Esto también aceleraría la consolidación global del yuan chino y del CIPS. Aceleraría el declive del dólar como moneda de referencia mundial. Como mínimo, motivaría a China a acelerar la expansión de su sistema financiero para desafiar el dominio estadounidense en las transacciones globales, y contaría con el apoyo de muchos países, incluidos numerosos aliados de Estados Unidos, que no desean que este país continúe ostentando este poder monopolístico.
Es muy improbable que Bessent quisiera arriesgarse a algo así, incluso si su jefe no comprende los peligros que ello supondría para el imperio estadounidense.
Por eso es improbable que Estados Unidos recurra al tipo de amenaza de sanciones globales que Bessent estaba sugiriendo.
La respuesta iraní está por llegar.
Esta endeble trama no solo busca ganar la guerra contra Irán por medios no militares, sino que también pretende, por parte del gobierno de Trump, crear la impresión de que Washington controla el rumbo del conflicto. Es poco probable que esto tenga éxito.
Puede que Estados Unidos no quiera continuar la guerra armada, pero Irán tiene poco interés en simplemente soportar la presión económica estadounidense.
La estrategia de Trump es mucho más cortoplacista que la de Irán y se centra principalmente en las próximas elecciones de mitad de mandato. Mientras los estados del Golfo buscan maneras de exportar más petróleo por rutas distintas al estrecho de Ormuz, Trump cree que los votantes estadounidenses verán menos combates y precios de la gasolina más bajos. Quizás no lleguen a los niveles de antes de la guerra, pero al menos, espera, estarán cómodamente por debajo de los cuatro dólares el galón.
Irán también comprende la importancia de las elecciones de mitad de mandato estadounidenses. Observa una creciente oposición entre los demócratas a la guerra y una buena probabilidad de que los demócratas recuperen la Cámara de Representantes, y posiblemente también el Senado .
Todo esto forma parte de los cálculos de Irán sobre las represalias. No se trata de si habrá represalias, sino de cuándo y cómo se producirán.

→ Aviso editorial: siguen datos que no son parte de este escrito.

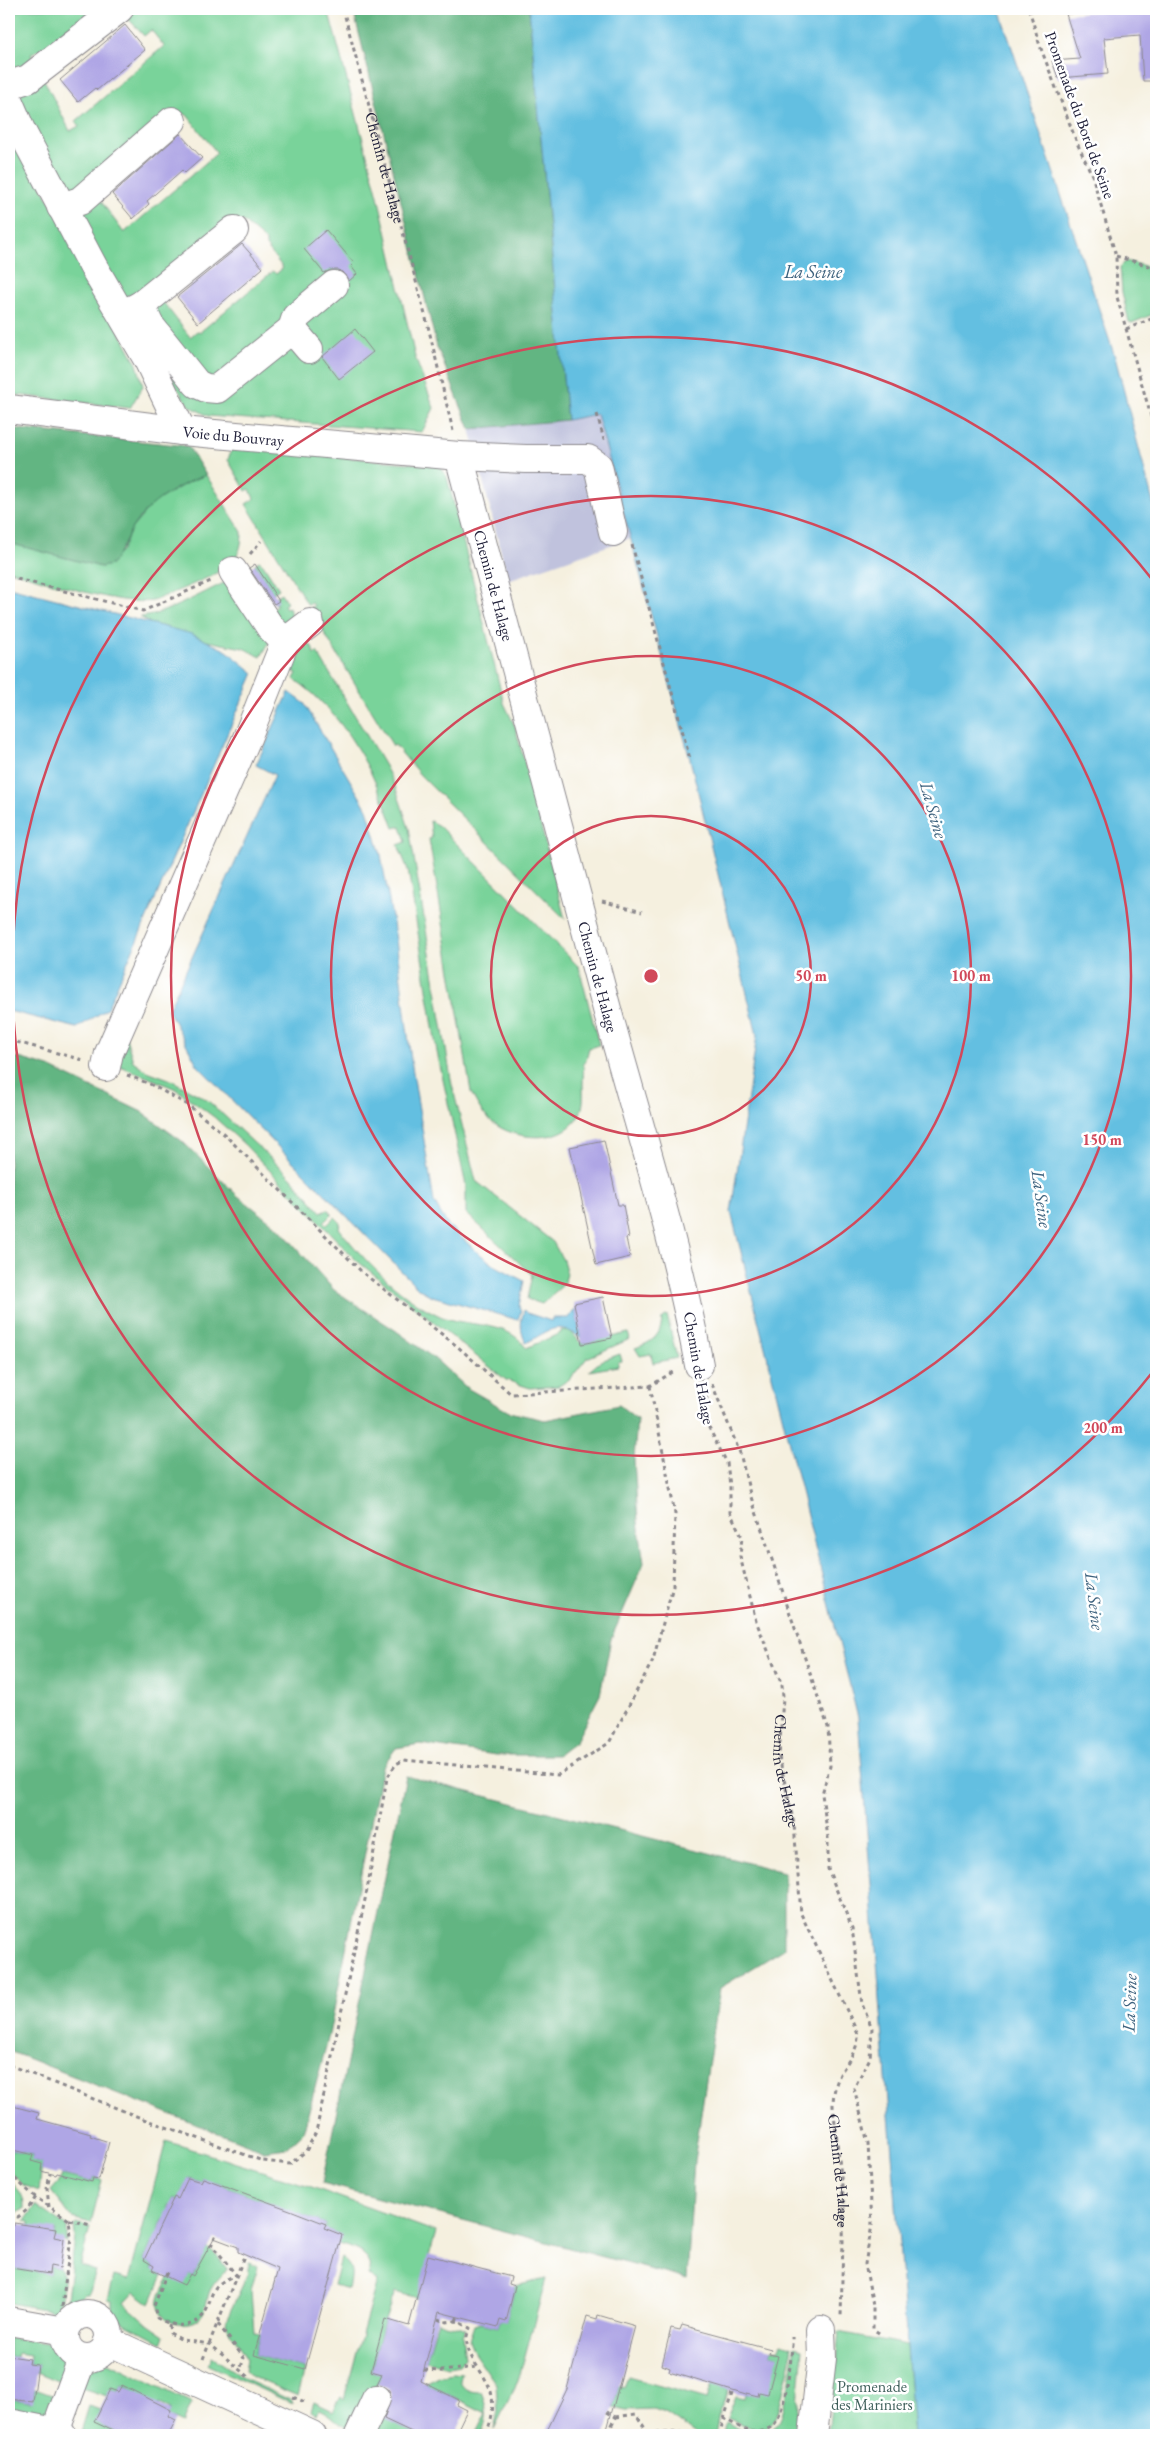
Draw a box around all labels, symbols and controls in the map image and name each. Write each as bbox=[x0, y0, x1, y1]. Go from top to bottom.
street label: Promenade du Bord de Seine bbox=[1040, 28, 1120, 202]
street label: Chemin de Halage bbox=[361, 109, 410, 225]
water label: La Seine bbox=[783, 260, 843, 283]
street label: Voie du Bouvray bbox=[182, 421, 286, 451]
street label: Chemin de Halage bbox=[469, 527, 519, 643]
water label: La Seine bbox=[915, 778, 953, 842]
street label: Chemin de Halage bbox=[573, 919, 623, 1035]
text: 50 m bbox=[795, 966, 827, 985]
text: 100 m bbox=[951, 966, 991, 985]
centre of rings bbox=[642, 967, 660, 985]
text: 150 m bbox=[1082, 1130, 1122, 1149]
water label: La Seine bbox=[1026, 1168, 1058, 1230]
street label: Chemin de Halage bbox=[679, 1310, 719, 1426]
text: 200 m bbox=[1083, 1418, 1123, 1437]
water label: La Seine bbox=[1080, 1570, 1110, 1632]
street label: Chemin de Halage bbox=[769, 1714, 805, 1829]
water label: La Seine bbox=[1116, 1973, 1142, 2033]
street label: Chemin de Halage bbox=[823, 2113, 855, 2228]
park label: Promenade des Mariniers bbox=[831, 2376, 913, 2415]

Irán ha demostrado reiteradamente que no permitirá que Estados Unidos dicte el rumbo de esta guerra. Asimismo, ha dejado claro que las exigencias que articuló en el Memorando de Entendimiento a principios de este año siguen siendo sus parámetros para poner fin al conflicto.
Los demócratas tendrán aún más incentivos para impulsar cualquier resolución que puedan conseguir, ya que podrán presentar las supuestas pérdidas sufridas por Irán como fracasos republicanos de cara a las elecciones de 2028, al tiempo que se embolsan los beneficios obtenidos de un amplio sector de la población por poner fin a la guerra.
Si los republicanos conservan el control de ambas cámaras, o si se produce una división, Irán adaptará su respuesta en consecuencia. En cualquier caso, el tono y la intensidad de dicha respuesta serán progresivos. La magnitud dependerá de las necesidades tácticas de Irán.
Dado que es improbable que la «Operación Marginado Económico» tenga mucho éxito, lo que Irán probablemente querrá hacer es atacar con suficiente fuerza a las fuerzas e intereses estadounidenses como para causarle a Trump un daño político más significativo. No quieren que Washington sienta que puede estrangular la economía iraní con impunidad.
Puede que Estados Unidos piense que la guerra armada ha terminado, pero Irán no lo ve así, y no va a permitir que Estados Unidos dicte un giro hacia la guerra económica, aunque eso también parezca un camino perdedor para Washington.